* Task instructions:
Each line of the entries that contains the word "name" adds one. Reply with the resulting number only.

** Opening Material for this exercise block **

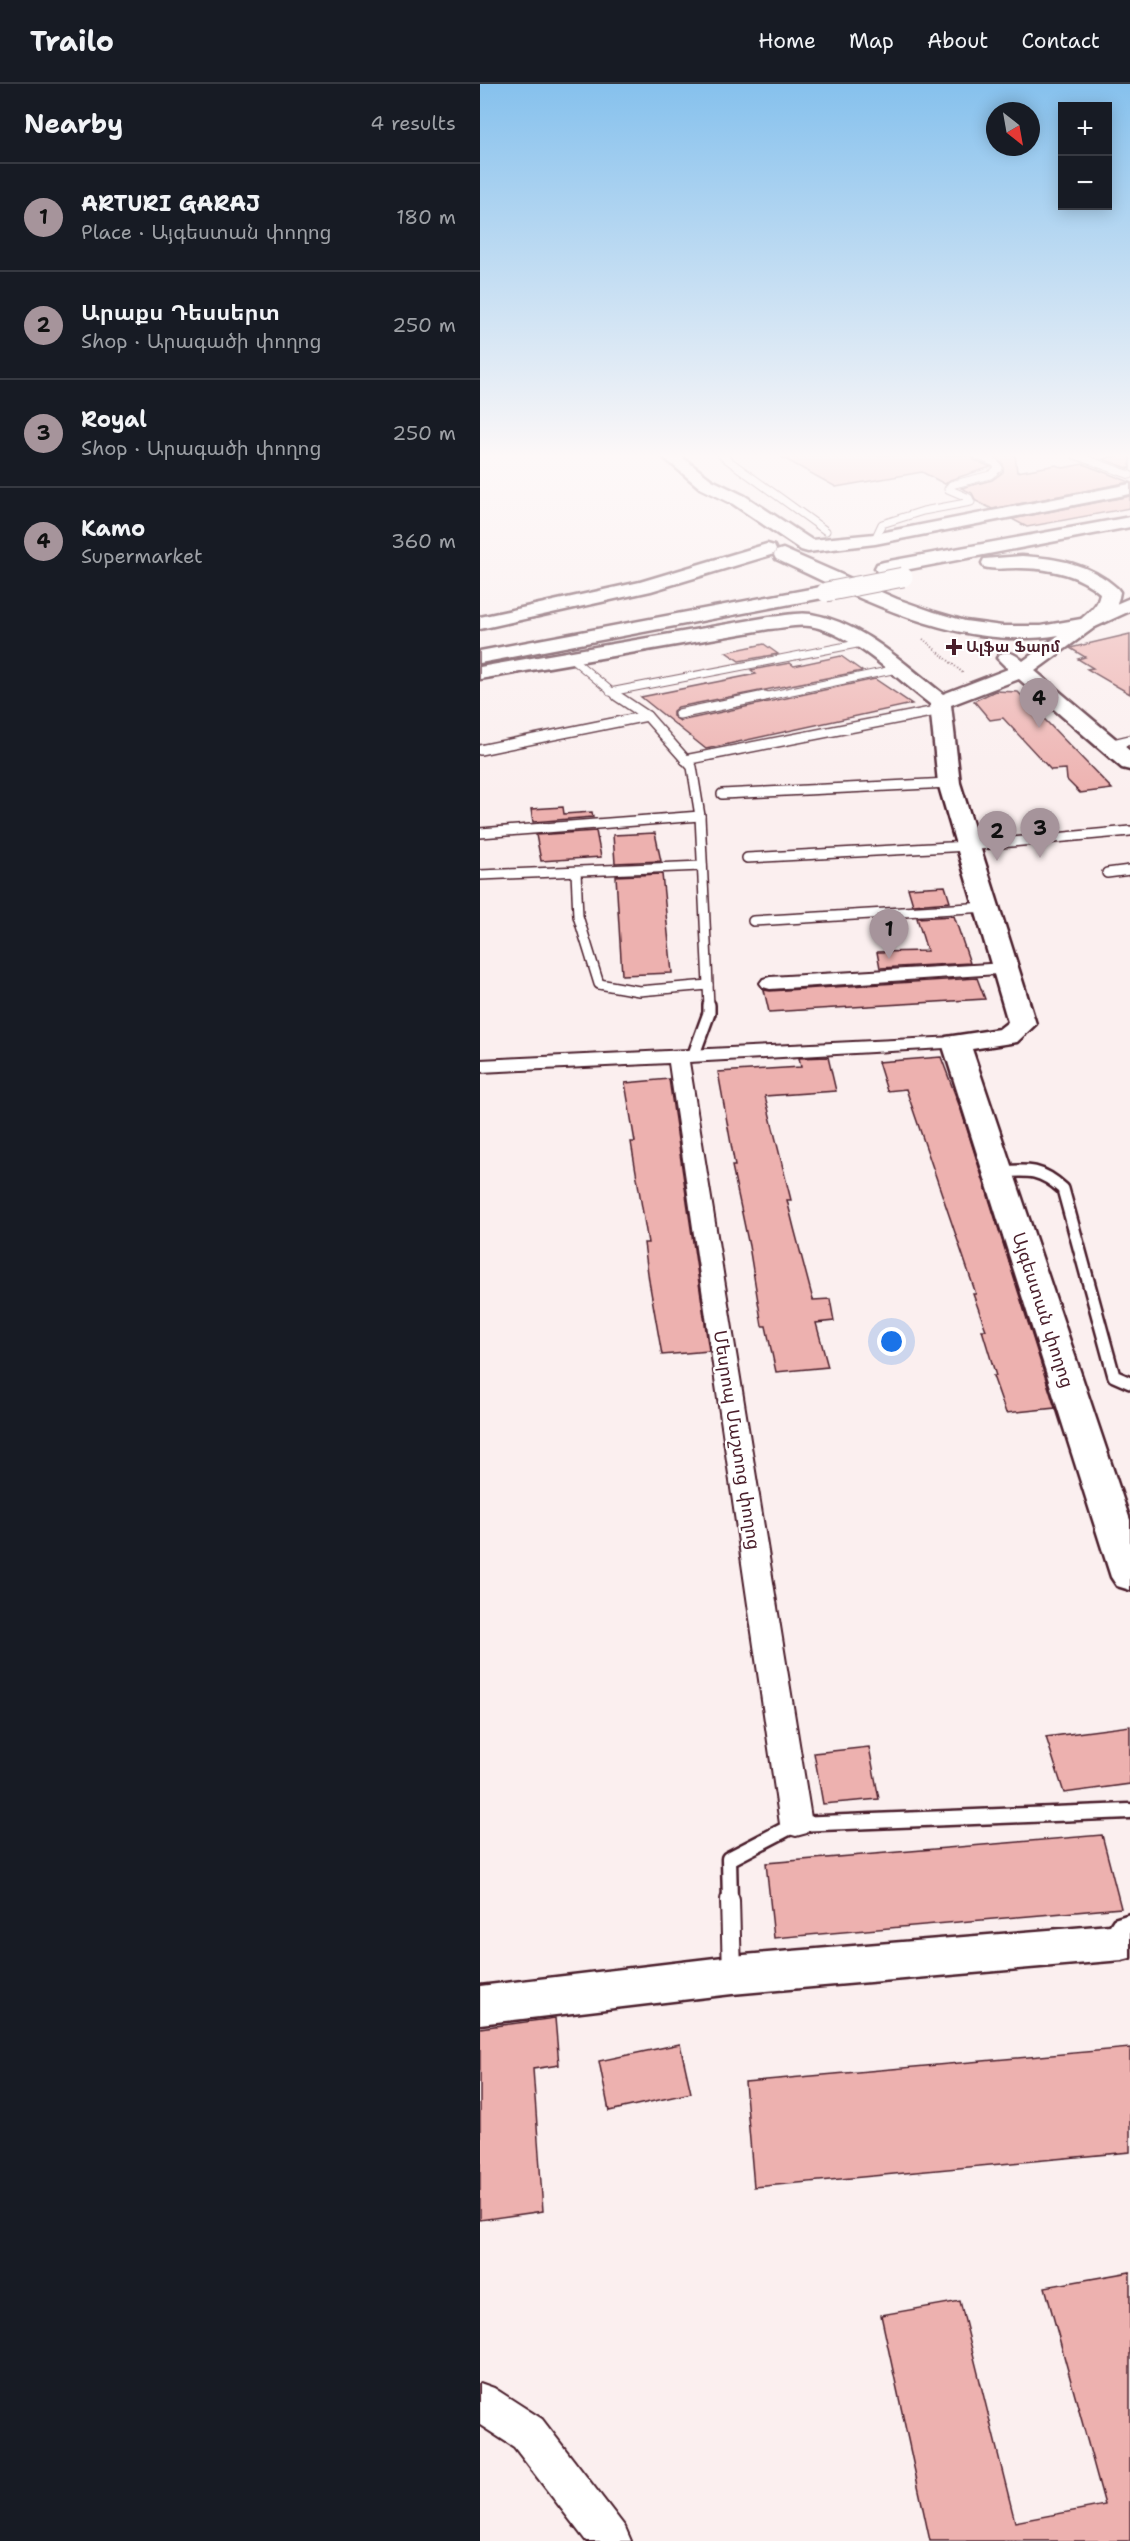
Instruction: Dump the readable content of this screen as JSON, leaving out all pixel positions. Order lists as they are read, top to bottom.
{
  "streets": {
    "main road": ["Այգեստան փողոց"],
    "street": ["Մեսրոպ Մաշտոց փողոց"]
  },
  "places": {
    "health": ["Ալֆա Ֆարմ"]
  },
  "north": "bottom right",
  "page": {
    "header": "Trailo",
    "nav": [
      "Home",
      "Map",
      "About",
      "Contact"
    ],
    "heading": ["Nearby", "4 results"],
    "map_buttons": ["+", "−"],
    "list": [
      {
        "mark": "1",
        "name": "ARTURI GARAJ",
        "note": "Place · Այգեստան փողոց",
        "value": "180 m"
      },
      {
        "mark": "2",
        "name": "Արաքս Դեսսերտ",
        "note": "Shop · Արագածի փողոց",
        "value": "250 m"
      },
      {
        "mark": "3",
        "name": "Royal",
        "note": "Shop · Արագածի փողոց",
        "value": "250 m"
      },
      {
        "mark": "4",
        "name": "Kamo",
        "note": "Supermarket",
        "value": "360 m"
      }
    ],
    "pins": [
      "4",
      "3",
      "2",
      "1"
    ]
  }
}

** Closing Material for this exercise block **

* Written response:
4